For a page to appear in Google Search, it must be crawlable and indexable. Google's indexing controls guide (opens in new tab) and your broader robots meta strategy both matter here, because three separate mechanisms can block indexing: noindex meta tags, X-Robots-Tag HTTP headers, and robots.txt rules.

Code Examples

❌ Avoid — important page accidentally noindexed

<!-- Product page that should rank in search -->
<meta name="robots" content="noindex, nofollow">
<!-- This page will never appear in Google Search -->

❌ Avoid — Next.js metadata with indexing disabled

// app/products/[slug]/page.tsx — accidental noindex
export const metadata = {
  robots: {
    index: false,   // This blocks indexing for ALL product pages!
    follow: false,
  },
}

✅ Correct — indexable page (no noindex)

<!-- Default: no meta robots tag = index, follow -->
<!-- Or be explicit: -->
<meta name="robots" content="index, follow">

✅ Correct — Next.js metadata enabling indexing

export const metadata = {
  // For pages you want indexed, either omit 'robots' or set explicitly:
  robots: {
    index: true,
    follow: true,
  },
}

✅ Limiting noindex to genuinely private content

// pages/api/preview-post.ts — only noindex preview/draft pages
export async function generateMetadata({ params }) {
  const post = await getPost(params.slug)
 
  return {
    robots: post.published
      ? { index: true, follow: true }
      : { index: false, follow: false },  // Draft only
  }
}

✅ Testing indexability

# Check X-Robots-Tag header
curl -I https://yoursite.com/important-page | grep -i 'x-robots'
 
# Check meta robots in HTML
curl -s https://yoursite.com/important-page | grep -i 'robots'

Why It Matters

No index = no ranking: A page with noindex cannot appear in search results under any circumstances.
Common accidents: CMS platforms often default new pages to noindex (e.g., draft mode, staging environments accidentally promoted, category pages in WordPress).
Silent failure: Indexing blocks cause no visible errors on the frontend. Only Google Search Console (opens in new tab) or log analysis reliably surfaces the problem, and those same checks help uncover indexability conflicts.

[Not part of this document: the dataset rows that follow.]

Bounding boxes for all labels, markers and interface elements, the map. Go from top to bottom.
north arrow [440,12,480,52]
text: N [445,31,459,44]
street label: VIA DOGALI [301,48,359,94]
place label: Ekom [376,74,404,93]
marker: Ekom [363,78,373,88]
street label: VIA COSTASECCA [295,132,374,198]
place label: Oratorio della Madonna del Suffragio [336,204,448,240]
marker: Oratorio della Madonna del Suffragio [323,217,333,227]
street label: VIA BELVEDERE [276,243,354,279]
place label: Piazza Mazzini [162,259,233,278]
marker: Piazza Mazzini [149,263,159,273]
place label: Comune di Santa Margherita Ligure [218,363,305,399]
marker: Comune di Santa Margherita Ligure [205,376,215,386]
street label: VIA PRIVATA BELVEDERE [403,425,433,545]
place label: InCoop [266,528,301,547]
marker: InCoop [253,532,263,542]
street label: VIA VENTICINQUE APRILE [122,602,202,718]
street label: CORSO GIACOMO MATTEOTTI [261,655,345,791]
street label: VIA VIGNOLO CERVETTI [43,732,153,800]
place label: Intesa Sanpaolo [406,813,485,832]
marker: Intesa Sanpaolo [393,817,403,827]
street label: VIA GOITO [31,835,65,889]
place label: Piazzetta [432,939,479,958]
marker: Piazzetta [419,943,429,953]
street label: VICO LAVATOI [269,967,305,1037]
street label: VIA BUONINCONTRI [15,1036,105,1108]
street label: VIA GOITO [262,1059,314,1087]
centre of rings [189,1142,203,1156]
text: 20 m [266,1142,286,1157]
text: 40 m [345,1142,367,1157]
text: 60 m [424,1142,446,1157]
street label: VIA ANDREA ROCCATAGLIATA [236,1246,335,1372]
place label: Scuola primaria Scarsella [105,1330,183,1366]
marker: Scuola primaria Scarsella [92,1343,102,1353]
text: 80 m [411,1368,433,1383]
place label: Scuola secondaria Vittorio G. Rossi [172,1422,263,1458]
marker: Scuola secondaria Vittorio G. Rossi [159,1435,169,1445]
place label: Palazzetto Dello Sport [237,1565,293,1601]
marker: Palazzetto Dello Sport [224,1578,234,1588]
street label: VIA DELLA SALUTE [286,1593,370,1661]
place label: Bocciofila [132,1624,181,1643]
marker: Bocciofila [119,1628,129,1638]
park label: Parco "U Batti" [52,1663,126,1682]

The Three Indexing Mechanisms

Mechanism	Scope	Who reads it
`<meta name="robots" content="noindex">`	Single page	Crawlers that fetched the page
`X-Robots-Tag: noindex` HTTP header	Single resource	Crawlers that fetched the resource
`robots.txt Disallow`	URL pattern	Crawlers before fetching

Exceptions

Staging, utility, login, account, or internal search pages may intentionally use different crawl or index signals if they are not meant to rank.
Temporary migration states can produce noisy intermediate signals; flag the live production URL pattern, not one-off transition artifacts.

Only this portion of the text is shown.